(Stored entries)
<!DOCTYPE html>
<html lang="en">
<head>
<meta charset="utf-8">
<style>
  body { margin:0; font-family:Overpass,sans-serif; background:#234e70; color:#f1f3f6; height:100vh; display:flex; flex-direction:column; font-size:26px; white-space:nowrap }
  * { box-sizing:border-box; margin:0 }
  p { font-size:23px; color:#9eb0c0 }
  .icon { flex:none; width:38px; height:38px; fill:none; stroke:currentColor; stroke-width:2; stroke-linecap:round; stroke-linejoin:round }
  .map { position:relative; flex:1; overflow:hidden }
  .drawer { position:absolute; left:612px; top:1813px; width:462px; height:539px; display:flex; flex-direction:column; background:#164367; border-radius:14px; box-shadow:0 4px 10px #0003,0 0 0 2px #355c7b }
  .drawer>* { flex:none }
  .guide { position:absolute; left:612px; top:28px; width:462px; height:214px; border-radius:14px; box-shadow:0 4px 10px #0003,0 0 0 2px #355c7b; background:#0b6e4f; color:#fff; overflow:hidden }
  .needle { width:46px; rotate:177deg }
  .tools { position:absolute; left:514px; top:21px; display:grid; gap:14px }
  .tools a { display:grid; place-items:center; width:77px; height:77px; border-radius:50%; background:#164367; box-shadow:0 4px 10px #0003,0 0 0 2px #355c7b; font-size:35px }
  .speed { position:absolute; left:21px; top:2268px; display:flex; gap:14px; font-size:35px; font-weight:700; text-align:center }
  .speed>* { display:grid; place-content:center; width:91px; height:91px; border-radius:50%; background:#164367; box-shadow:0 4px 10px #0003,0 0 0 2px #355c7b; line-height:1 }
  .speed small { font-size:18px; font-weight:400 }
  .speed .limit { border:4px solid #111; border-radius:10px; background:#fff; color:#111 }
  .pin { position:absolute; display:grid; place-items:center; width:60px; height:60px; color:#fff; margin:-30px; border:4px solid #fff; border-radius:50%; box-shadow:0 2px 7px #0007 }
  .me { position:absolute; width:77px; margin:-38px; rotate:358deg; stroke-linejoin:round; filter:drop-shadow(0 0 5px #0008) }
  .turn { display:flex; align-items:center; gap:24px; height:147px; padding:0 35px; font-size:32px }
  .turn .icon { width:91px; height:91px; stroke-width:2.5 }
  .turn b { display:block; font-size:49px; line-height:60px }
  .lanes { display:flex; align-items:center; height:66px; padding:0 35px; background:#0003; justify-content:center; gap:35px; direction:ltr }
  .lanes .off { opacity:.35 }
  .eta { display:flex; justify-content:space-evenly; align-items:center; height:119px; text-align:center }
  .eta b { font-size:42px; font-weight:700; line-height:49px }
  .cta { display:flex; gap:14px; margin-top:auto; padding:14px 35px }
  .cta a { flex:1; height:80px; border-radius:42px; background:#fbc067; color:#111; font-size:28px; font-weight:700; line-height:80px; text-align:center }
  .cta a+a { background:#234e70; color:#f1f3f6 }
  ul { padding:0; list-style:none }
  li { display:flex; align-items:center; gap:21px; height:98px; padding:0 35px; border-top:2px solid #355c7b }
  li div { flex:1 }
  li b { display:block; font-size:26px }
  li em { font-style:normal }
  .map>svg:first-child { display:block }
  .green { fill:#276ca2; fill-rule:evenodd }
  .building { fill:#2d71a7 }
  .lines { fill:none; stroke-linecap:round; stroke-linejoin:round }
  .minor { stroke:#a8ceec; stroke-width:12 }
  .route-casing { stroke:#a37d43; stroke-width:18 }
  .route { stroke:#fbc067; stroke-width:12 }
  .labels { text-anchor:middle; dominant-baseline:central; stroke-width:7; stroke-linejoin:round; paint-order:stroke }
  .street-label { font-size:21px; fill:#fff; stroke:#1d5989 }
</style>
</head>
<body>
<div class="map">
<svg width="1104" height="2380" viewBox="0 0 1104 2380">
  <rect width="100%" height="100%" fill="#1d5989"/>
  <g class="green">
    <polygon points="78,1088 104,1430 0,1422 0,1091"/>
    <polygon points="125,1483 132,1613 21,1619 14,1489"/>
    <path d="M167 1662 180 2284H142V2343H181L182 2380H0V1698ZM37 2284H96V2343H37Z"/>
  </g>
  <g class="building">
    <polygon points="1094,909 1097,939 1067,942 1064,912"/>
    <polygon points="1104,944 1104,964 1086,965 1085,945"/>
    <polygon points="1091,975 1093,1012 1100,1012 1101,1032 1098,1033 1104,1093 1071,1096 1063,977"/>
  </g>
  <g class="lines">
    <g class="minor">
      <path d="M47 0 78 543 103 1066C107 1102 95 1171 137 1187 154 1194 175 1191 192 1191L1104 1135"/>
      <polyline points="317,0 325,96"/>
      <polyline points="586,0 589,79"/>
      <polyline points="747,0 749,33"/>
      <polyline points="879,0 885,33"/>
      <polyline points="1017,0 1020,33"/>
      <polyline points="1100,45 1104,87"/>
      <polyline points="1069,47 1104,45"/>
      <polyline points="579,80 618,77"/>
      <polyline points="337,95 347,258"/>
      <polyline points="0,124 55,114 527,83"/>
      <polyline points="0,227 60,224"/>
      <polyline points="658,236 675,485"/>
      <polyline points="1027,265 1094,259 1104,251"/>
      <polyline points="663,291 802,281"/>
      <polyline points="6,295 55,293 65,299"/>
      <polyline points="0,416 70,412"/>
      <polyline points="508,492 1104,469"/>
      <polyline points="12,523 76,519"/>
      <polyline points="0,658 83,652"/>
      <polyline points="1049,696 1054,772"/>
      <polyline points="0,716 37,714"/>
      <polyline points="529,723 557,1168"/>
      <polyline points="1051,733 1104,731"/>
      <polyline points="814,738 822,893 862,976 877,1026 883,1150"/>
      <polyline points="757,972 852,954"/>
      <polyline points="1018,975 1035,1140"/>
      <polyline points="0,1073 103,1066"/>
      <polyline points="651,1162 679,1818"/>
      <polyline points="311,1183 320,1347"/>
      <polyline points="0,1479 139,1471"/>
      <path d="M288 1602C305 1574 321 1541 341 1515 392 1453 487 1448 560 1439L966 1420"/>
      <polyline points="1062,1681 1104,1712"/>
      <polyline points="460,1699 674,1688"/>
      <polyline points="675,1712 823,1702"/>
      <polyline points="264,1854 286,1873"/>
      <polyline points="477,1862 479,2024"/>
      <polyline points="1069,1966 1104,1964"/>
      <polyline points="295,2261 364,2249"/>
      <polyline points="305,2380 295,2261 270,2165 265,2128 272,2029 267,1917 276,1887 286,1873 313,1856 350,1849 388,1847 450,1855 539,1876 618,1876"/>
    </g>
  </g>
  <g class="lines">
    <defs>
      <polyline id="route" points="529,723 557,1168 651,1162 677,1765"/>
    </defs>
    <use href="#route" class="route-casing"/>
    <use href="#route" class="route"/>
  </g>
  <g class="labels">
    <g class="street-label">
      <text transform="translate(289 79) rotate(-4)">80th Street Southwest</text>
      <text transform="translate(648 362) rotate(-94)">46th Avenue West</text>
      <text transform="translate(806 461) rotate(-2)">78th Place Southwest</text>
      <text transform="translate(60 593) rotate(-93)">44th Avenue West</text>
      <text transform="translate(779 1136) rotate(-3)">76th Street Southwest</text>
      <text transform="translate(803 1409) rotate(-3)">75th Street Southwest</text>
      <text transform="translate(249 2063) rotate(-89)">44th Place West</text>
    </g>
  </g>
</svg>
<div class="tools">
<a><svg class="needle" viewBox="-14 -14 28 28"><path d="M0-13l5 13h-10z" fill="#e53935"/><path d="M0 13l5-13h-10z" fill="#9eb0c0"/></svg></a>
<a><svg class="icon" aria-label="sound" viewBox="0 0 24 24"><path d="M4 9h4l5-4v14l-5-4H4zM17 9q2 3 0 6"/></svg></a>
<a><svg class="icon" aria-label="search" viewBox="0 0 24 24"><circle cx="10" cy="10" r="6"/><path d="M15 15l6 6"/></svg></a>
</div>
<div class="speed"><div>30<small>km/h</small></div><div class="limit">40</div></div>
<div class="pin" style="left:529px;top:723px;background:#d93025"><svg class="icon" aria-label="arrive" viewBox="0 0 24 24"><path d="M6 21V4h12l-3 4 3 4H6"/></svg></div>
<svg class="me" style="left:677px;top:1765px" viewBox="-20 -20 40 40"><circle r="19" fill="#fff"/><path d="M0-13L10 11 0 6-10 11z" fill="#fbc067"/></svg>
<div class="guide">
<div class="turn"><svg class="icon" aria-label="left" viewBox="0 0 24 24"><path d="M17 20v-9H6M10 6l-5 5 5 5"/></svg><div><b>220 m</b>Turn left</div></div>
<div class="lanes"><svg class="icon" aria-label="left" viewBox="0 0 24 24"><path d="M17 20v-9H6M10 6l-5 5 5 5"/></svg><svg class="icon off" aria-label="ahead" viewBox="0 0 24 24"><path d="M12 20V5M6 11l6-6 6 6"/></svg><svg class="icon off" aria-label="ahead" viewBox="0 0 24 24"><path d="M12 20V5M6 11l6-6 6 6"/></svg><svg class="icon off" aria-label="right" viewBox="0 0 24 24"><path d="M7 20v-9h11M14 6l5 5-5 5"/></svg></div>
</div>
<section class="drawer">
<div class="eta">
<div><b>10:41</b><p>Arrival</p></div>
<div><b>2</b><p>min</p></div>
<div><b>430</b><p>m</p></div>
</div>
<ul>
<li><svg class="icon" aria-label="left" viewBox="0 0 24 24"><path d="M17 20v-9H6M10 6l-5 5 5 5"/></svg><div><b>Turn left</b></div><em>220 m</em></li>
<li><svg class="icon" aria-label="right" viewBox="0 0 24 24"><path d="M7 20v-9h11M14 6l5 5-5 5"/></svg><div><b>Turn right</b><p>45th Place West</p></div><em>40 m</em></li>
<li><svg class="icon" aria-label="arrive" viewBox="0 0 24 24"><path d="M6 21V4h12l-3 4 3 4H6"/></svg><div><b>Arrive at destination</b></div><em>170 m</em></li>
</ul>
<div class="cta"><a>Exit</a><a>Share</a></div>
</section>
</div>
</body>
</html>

==

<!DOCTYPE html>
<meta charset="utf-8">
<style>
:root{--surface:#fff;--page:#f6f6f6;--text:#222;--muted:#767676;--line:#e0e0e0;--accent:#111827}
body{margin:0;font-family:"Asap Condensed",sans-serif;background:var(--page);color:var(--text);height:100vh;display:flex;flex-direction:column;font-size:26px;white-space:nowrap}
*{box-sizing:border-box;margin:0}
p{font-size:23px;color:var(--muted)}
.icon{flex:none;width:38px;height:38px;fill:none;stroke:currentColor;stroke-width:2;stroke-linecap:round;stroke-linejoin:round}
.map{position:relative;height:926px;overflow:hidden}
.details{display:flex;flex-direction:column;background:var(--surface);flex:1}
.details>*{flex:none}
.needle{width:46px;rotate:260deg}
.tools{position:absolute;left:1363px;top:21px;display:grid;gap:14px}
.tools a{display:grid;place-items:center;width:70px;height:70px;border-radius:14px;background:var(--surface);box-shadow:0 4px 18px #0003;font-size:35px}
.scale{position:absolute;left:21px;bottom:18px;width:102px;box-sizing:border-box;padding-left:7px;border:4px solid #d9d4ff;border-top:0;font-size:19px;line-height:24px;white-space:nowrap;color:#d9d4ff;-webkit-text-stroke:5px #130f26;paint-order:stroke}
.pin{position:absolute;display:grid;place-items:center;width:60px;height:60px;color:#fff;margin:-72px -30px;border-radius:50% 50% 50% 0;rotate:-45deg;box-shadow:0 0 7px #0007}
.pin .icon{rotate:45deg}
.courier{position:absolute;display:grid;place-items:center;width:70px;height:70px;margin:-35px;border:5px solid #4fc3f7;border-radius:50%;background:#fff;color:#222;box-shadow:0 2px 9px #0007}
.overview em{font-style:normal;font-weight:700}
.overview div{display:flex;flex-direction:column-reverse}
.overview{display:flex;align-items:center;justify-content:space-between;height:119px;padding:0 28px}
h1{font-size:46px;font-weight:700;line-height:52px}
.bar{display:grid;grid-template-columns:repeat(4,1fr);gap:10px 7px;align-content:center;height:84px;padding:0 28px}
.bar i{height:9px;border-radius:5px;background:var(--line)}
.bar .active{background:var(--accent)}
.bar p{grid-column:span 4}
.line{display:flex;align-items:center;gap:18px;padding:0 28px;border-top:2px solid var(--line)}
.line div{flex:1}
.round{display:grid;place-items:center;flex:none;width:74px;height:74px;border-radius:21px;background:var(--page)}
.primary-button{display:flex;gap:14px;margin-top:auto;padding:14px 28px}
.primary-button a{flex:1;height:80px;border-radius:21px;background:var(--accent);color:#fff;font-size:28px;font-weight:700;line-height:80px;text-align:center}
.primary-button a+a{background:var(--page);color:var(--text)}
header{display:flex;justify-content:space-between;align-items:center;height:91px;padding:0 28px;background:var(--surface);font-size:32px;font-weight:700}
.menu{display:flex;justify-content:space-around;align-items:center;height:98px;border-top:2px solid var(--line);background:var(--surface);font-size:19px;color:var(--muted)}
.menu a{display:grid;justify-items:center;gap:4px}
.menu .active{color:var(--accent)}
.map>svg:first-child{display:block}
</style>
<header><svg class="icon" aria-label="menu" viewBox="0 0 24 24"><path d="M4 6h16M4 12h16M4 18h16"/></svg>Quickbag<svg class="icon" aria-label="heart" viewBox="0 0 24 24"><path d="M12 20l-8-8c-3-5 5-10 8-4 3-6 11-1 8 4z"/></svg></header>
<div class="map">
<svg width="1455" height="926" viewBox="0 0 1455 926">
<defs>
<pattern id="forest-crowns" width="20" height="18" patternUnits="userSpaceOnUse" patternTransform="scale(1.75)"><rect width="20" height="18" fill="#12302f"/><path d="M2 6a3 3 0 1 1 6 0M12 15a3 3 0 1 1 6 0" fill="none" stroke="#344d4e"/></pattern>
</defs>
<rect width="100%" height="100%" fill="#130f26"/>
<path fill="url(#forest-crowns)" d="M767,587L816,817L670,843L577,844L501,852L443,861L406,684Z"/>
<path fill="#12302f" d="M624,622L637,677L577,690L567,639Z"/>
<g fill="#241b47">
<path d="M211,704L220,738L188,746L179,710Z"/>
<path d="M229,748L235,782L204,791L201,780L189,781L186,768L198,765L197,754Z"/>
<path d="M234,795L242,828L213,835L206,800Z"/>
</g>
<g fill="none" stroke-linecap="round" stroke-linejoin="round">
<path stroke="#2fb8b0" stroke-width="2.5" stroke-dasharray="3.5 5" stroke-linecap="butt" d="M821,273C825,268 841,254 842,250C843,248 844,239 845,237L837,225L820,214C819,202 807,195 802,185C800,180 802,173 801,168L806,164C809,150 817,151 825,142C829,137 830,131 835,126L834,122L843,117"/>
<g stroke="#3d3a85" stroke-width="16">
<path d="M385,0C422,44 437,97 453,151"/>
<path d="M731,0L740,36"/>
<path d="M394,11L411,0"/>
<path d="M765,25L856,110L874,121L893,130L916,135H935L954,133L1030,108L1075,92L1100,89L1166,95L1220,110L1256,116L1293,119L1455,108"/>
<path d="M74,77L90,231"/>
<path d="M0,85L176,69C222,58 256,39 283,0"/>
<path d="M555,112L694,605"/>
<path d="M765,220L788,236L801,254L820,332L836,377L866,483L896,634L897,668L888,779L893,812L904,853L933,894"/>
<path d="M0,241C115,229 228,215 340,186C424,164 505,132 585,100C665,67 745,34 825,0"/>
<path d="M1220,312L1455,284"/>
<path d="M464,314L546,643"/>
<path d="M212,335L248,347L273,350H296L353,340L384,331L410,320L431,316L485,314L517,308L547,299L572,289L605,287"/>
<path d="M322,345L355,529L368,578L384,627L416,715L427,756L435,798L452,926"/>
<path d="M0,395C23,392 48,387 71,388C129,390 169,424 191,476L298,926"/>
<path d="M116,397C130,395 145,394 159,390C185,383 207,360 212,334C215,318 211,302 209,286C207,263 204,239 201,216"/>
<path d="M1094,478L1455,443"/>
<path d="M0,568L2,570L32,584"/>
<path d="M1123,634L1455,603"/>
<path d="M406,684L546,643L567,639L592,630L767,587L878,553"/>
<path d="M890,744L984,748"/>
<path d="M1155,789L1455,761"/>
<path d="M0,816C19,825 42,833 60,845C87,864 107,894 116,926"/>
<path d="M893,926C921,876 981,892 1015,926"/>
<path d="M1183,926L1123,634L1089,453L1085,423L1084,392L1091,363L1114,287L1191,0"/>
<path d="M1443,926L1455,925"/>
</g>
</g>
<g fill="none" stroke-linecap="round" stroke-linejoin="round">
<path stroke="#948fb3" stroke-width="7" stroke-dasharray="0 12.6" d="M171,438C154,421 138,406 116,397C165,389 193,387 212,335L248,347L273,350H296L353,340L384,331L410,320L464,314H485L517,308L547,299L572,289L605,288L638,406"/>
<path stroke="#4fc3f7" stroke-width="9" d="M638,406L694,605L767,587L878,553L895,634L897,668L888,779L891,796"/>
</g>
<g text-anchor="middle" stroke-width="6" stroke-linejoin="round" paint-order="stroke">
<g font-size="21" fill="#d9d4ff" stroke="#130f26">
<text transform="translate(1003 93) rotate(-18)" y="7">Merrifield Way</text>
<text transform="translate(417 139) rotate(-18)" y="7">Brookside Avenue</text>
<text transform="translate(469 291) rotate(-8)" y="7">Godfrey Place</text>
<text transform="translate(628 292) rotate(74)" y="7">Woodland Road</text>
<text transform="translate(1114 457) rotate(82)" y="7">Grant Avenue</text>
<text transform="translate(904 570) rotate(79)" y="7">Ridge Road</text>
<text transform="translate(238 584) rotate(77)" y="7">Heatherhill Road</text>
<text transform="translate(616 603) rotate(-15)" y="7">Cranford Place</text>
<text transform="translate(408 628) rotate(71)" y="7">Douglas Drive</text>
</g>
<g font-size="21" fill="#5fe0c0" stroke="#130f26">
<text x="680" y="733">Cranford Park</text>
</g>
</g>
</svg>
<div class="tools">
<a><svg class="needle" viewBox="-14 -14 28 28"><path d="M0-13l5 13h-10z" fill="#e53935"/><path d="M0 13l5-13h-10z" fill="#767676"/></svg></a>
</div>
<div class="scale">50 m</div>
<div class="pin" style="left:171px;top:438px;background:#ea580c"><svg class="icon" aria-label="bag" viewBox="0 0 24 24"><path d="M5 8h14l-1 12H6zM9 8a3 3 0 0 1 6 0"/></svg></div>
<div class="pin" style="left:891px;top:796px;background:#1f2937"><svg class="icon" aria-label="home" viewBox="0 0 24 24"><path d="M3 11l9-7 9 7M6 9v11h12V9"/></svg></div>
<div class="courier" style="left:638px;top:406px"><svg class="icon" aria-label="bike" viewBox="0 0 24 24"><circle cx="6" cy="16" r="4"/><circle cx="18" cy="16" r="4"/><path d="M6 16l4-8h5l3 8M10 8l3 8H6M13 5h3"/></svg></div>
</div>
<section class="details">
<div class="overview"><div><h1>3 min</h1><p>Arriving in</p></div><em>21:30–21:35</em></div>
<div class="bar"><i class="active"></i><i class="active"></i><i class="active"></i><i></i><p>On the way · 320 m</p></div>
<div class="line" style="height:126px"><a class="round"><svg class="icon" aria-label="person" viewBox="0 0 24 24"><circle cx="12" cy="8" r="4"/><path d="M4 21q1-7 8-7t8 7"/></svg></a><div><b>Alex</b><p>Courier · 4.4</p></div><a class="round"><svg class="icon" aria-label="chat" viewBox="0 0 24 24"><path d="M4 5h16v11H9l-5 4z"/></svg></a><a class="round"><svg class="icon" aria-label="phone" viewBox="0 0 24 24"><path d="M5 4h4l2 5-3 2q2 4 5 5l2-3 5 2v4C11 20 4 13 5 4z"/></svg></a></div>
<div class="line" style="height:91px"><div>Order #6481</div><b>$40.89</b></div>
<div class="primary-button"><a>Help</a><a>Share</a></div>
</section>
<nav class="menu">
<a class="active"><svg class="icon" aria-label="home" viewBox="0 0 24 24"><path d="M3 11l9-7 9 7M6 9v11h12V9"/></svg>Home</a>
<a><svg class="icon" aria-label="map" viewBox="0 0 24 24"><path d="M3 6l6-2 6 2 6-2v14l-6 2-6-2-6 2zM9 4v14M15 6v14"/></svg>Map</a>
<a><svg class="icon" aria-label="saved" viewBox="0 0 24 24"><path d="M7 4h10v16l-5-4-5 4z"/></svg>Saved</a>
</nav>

**REQUIRED ACTION**: Return all lines from the data that include the string "limit".

**TASK RESPONSE**:
  .speed .limit { border:4px solid #111; border-radius:10px; background:#fff; color:#111 }
<div class="speed"><div>30<small>km/h</small></div><div class="limit">40</div></div>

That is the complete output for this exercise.